As with China, despite the constant bluffing and posturing Russia, will not use nukes unless the West does something egregiously stupid and aggressive (which it will not), so I don't really consider this a real point of consideration.
I’d say that China is particularly good at “think tomorrow” vs “think today” based on over the yrs they’ve become #2 in GDP and #1 in GDP PPP. That reflects long term strategic planning. That they’ve become the #1 world threat, as you admit, and my means other than just militarily, would indicate being particularly good at forward looking. What is your evidence otherwise?
The fact that their worst problems are directly tracable to their policies and leadership would be the best contrarian argument to the notion they're actually good at forward thinking.
Their success in terms of economic expansion is due overwhelmingly to the following:
1. An abundance of population.
2. An abundance of resources.
3. Nixon committing one of the greatest and most idiotic historical blunders of all time in normalizing trade with China in exchange for virtually nothing, which allowed for the trade and foreign investment that allowed China to fully utilize 1 and 2. This was in large part thanks to in-vogue neoliberal thinking at the time naively believing that economic liberalization would beget political liberalization (or merely using that as a rationalization to fulfill their free trade ideology/get rich through exploitation of cheap and abundant Chinese labour).

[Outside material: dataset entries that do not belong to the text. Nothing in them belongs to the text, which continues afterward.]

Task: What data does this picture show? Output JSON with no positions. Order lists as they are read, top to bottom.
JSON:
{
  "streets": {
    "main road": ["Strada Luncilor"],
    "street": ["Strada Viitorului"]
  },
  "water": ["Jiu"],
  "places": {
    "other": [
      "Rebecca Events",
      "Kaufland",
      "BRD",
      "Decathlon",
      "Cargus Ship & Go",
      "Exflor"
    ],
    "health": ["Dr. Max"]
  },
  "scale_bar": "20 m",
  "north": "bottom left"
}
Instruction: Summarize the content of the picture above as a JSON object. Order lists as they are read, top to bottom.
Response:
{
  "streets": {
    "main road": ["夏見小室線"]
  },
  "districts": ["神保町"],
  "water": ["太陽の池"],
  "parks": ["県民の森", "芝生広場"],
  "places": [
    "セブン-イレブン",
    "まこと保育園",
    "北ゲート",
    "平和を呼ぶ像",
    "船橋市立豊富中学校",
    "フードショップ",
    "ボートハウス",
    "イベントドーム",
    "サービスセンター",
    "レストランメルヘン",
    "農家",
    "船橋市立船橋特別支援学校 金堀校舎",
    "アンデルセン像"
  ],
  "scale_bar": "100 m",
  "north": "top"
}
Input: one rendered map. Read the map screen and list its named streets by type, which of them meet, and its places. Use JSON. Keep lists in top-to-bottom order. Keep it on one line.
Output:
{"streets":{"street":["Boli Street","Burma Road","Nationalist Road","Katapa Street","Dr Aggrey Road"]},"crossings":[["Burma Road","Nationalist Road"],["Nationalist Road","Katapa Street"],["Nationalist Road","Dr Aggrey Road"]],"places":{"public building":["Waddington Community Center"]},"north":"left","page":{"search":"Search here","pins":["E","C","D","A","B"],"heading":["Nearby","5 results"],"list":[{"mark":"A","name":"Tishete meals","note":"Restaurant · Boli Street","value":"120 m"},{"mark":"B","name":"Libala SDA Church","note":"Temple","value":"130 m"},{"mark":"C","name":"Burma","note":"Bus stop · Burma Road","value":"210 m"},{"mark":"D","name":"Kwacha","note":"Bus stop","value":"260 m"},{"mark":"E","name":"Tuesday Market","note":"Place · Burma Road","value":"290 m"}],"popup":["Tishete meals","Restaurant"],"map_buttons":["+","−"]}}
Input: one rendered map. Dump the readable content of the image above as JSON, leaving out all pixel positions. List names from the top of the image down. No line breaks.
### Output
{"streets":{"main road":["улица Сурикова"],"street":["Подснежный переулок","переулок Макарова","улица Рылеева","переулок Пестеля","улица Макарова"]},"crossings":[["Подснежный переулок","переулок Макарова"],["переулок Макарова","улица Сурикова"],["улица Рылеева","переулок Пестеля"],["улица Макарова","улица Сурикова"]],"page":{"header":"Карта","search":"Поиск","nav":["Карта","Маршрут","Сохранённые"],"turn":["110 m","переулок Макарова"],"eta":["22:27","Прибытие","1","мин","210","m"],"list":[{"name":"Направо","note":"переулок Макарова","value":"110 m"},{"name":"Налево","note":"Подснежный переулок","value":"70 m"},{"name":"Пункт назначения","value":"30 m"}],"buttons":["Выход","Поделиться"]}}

Much as I wouldn't credit any presidents with the majority of booms and busts in American history, I wouldn't credit Chinese leadership save for the most basic and broad strokes of getting out of the way of development (until recently, hence the mass and pending migration of industry on the basis of political risk).
China is anything buy myopic. You’ve absolutely zero evidence to support what you say. Even you implied China was forward looking. Now you say they are short-sighted.
I'm saying they're forward looking, but are pretty bad at it; a myopic person can look off into the distance but see only blurs; so too is it with China. The most compelling evidence of this is that the vast majority of their worst ongoing problems are self-owns/own goals.
Much of what China does is unsophisticated and ham-handed. But in how they conduct themselves via relationships and patience in taking action has them considering the west is rather unsophisticated. The rest of what you say is true, about half of which the US is complicit in and/or allows, such as IP theft and leveraging of economic largesse. The US no doubt uses its power and throws its weight around.
The US doesn't allow IP theft so much as individual corporations chose not to make the necessary investments in security. Fortunately with the recognition of the threat China poses, there have been substantial improvements on this front. If you're talking about IP theft from others, this is true to an extent, but we're talking orders of magnitude of difference between the US and China in this regard, and typically there is legal recourse for those who have their IPs infringed upon by American actors.
I don't disagree that the US shares culpability in many of these things, but at the end of the day, the practical reality is that there is always going to be a top dog who will leveraging its power in injust ways; the overwhelming majority of human history has been a cycle of empires doing exactly that. I think it is pretty clear that of the options, China presents by far the worst given its complete and demonstrable indifference towards its own people and the value of human life, and its explicit and ongoing willingness to tyrannize people in every dimension and facet of their lives, having created a suffocating police state the likes of which is beyond even Orwell's worst imaginings.